Eager to find your first real estate investment? There is no question that investing in real estate property is an efficient way to build net worth. Whether you are fixing and flipping for profit or buying and holding so renters can pay your mortgage, make sure you understand how to find and purchase your first investment property in the U.S.. Mistakes are costly so don’t let stress and emotions control the transaction.
There are several ways to locate potential investment properties. It takes some time to streamline the looking process so chose an area and learn to scour potential properties there before moving on to other avenues.
Probate estates often need to liquidate properties to pay debt, taxes or pay off beneficiaries. As such, they are motivated buyers. Develop relationships with probate attorneys or learn to read probate court public records cross-referencing them with obituaries.
Foreclosures are another resource of distressed properties ready to grab at wholesale prices. Tax lien auctions are held in most counties periodically with all records publicly accessible. Call the tax assessor to learn when auctions are held and the process.
Learn to look at properties in terms of time and money. This means you need to be able to review a property quickly to determine what work needs to be done to market the home, the cost of the work and how long it will take. Ideally, you are purchasing properties for a 30 percent discount or more. If you don’t have the experience to quickly estimate rehab costs, bring in a contractor to ballpark numbers so you can do your math.

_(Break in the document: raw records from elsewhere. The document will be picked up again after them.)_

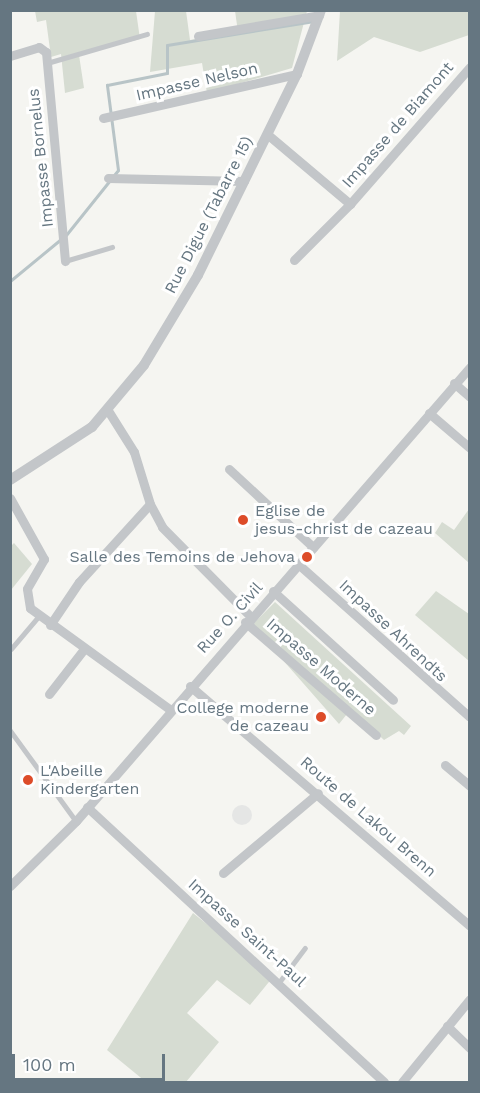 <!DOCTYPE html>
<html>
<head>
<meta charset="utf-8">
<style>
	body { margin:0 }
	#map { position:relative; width:480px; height:1093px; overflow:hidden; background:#f5f5f1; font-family:"Work Sans",sans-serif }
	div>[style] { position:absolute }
	.built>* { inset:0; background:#e5e6e5 }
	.round { border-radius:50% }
	.green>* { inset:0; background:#d6dcd2 }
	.stream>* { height:3px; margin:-1.5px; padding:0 1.5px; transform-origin:1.5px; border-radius:1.5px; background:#b8c4c7 }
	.service>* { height:4.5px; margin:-2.25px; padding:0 2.25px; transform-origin:2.25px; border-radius:2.25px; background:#c3c6c9 }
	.minor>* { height:9px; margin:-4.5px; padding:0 4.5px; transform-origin:4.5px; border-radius:4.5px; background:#c3c6c9 }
	.tertiary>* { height:10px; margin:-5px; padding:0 5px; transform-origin:5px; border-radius:5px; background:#c3c6c9 }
	.dots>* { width:16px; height:16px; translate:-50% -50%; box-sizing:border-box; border:3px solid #fff; border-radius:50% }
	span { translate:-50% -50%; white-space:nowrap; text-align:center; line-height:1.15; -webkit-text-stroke:6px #fff; paint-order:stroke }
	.street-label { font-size:16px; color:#657681 }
	.poi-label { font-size:16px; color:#657681 }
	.left { translate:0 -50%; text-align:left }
	.right { translate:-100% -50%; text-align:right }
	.frame { position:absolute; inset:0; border:12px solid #657681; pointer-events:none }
	.scale { position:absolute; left:12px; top:1054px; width:153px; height:27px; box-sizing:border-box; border:3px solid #657681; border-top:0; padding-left:8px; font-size:18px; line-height:21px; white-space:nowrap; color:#657681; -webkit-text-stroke:4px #fff; paint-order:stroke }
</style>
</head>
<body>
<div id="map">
	<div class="built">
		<i class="round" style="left:232px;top:805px;width:20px;height:20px"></i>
	</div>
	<div class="green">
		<i style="clip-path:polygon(35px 11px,136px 11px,140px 39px,79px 55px,84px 88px,65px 93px,61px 54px,51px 57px,46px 20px,37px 22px)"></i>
		<i style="clip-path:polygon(155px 11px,186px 11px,190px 40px,238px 32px,235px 11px,307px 11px,292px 68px,207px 93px,202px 63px,150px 72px)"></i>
		<i style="clip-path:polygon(340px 11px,469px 11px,469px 35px,420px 52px,374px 37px,337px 61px)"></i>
		<i style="clip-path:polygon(469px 509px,469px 563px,435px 533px,442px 522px,454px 530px)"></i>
		<i style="clip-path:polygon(14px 543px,32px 564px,11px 590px,11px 546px)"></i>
		<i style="clip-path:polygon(436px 591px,469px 614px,469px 661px,415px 615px)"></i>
		<i style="clip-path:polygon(275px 602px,411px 726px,404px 735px,399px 731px,384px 740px,351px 709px,339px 724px,252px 625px)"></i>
		<i style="clip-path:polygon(193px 913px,273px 977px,250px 1005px,217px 980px,187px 1013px,219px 1042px,186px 1082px,146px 1082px,107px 1050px)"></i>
	</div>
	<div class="stream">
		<i style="left:66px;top:235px;width:83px;rotate:-51.3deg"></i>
		<i style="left:118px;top:170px;width:86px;rotate:-97.4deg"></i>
		<i style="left:107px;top:85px;width:61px;rotate:-11.3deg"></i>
		<i style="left:167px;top:73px;width:28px;rotate:-90deg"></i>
		<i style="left:167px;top:45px;width:149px;rotate:-9.3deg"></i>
		<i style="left:10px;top:281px;width:66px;rotate:-39.5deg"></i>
	</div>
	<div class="service">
		<i style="left:47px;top:63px;width:104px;rotate:-16.2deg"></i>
		<i style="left:65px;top:261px;width:49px;rotate:-16.6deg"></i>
		<i style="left:11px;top:649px;width:43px;rotate:-49.7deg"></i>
		<i style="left:10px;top:730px;width:112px;rotate:54deg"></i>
		<i style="left:280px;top:981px;width:41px;rotate:-52.9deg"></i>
	</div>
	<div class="minor">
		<i style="left:198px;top:36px;width:123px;rotate:-9.8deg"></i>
		<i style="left:10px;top:56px;width:30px;rotate:-17deg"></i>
		<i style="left:39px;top:47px;width:9px;rotate:36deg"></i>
		<i style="left:46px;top:52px;width:210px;rotate:84.8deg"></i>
		<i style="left:103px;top:118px;width:199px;rotate:-12.8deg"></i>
		<i style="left:267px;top:134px;width:109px;rotate:40.1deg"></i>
		<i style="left:350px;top:204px;width:182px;rotate:-48.8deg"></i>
		<i style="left:108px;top:178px;width:136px;rotate:1.3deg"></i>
		<i style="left:294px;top:260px;width:79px;rotate:-45deg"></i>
		<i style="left:454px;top:383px;width:21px;rotate:41deg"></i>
		<i style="left:107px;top:409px;width:51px;rotate:57.9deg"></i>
		<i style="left:134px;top:452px;width:54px;rotate:72.9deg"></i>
		<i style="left:429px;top:413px;width:54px;rotate:40.5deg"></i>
		<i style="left:229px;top:469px;width:115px;rotate:42.9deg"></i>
		<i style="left:10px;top:498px;width:70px;rotate:60.9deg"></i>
		<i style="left:44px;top:559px;width:34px;rotate:120deg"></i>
		<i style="left:27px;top:589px;width:19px;rotate:81deg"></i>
		<i style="left:30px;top:608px;width:174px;rotate:35.9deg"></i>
		<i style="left:298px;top:564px;width:230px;rotate:41.7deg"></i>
		<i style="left:273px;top:591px;width:162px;rotate:42.2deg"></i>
		<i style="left:245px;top:622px;width:173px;rotate:40.8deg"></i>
		<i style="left:50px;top:625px;width:52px;rotate:-56deg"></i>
		<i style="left:79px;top:582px;width:105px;rotate:-47.7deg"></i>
		<i style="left:150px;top:504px;width:26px;rotate:62deg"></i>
		<i style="left:162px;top:527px;width:125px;rotate:45.3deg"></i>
		<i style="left:190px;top:686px;width:369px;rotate:40.6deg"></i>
		<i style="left:49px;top:694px;width:57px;rotate:-52.1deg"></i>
		<i style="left:445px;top:765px;width:33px;rotate:40deg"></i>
		<i style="left:87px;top:807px;width:405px;rotate:42.8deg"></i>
		<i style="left:223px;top:873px;width:124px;rotate:-40.1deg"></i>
		<i style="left:10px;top:886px;width:93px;rotate:-44.6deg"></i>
		<i style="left:76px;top:821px;width:601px;rotate:-49.05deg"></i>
		<i style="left:447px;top:1026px;width:32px;rotate:44deg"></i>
		<i style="left:402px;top:1082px;width:107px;rotate:-50.7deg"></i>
	</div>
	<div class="tertiary">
		<i style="left:10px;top:480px;width:98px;rotate:-32.9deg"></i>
		<i style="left:92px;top:427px;width:81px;rotate:-50deg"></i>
		<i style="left:144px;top:365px;width:105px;rotate:-59deg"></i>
		<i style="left:198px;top:275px;width:224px;rotate:-63.8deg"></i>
		<i style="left:297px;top:74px;width:68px;rotate:-69.4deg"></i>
	</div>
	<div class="dots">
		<i style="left:243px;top:520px;background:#dd4c29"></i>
		<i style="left:307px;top:557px;background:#dd4c29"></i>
		<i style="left:321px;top:717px;background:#dd4c29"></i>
		<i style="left:28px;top:780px;background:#dd4c29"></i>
	</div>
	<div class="street-label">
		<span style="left:197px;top:82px;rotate:-13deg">Impasse Nelson</span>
		<span style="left:398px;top:125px;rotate:-49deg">Impasse de Biamont</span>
		<span style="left:41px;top:158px;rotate:-96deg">Impasse Bornelus</span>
		<span style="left:209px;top:215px;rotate:-63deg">Rue Digue (Tabarre 15)</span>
		<span style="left:230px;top:618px;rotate:-48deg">Rue O. Civil</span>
		<span style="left:393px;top:631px;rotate:43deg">Impasse Ahrendts</span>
		<span style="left:321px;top:667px;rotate:41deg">Impasse Moderne</span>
		<span style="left:368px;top:817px;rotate:41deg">Route de Lakou Brenn</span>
		<span style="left:247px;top:933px;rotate:42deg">Impasse Saint-Paul</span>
	</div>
	<div class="poi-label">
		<span class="left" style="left:255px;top:520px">Eglise de<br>jesus-christ de cazeau</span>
		<span class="right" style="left:295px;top:557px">Salle des Temoins de Jehova</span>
		<span class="right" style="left:309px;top:717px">College moderne<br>de cazeau</span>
		<span class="left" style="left:40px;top:780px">L'Abeille<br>Kindergarten</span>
	</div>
	<div class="frame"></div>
	<div class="scale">100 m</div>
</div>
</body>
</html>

Remember that time is money. Not only do you tie up your own money the longer you hold a property, but you also miss both buying and selling opportunities in the real estate market. If rehabs take too long you can miss out on higher sale prices in a declining market.
Purchasing Investment Properties
Investors have the most leverage when financing is already in place. From the seller’s perspective, the purchase looks like a cash offer with few, if any contingencies. Investors are usually willing to buy properties “as is” and forego many of the inspections expediting escrow. Cash is also king when sellers are confident that escrow will close without the risk of financing failures in traditional sales.
Work out financing as early as possible if you don’t have enough cash for the entire purchase. Make sure whatever financial backing you have includes the budget for renovations. There are specialty lenders who offer short-term loans for investors. You may pay more in interest but you’ll have the money you need to act quickly. Lenders will not act like traditional mortgage lenders for personal properties. They expect a well laid out business plan and act more like partners than banks.
Partners: Yes or No?
If you are new to real estate investments you might consider having a business partner. Real estate investment clubs are accessible in the U.S.. These clubs are great resources for information, property leads and finding partners for financing or rehabs. Consider attending some meetings and get to know the group. There may be an investor willing to partner or mentor you through the process. Successful real estate investors often love to share their experience and it might help you make a newbie’s mistake on an investment. The last thing you want is to lose money on your first deal. Exhaust all resources.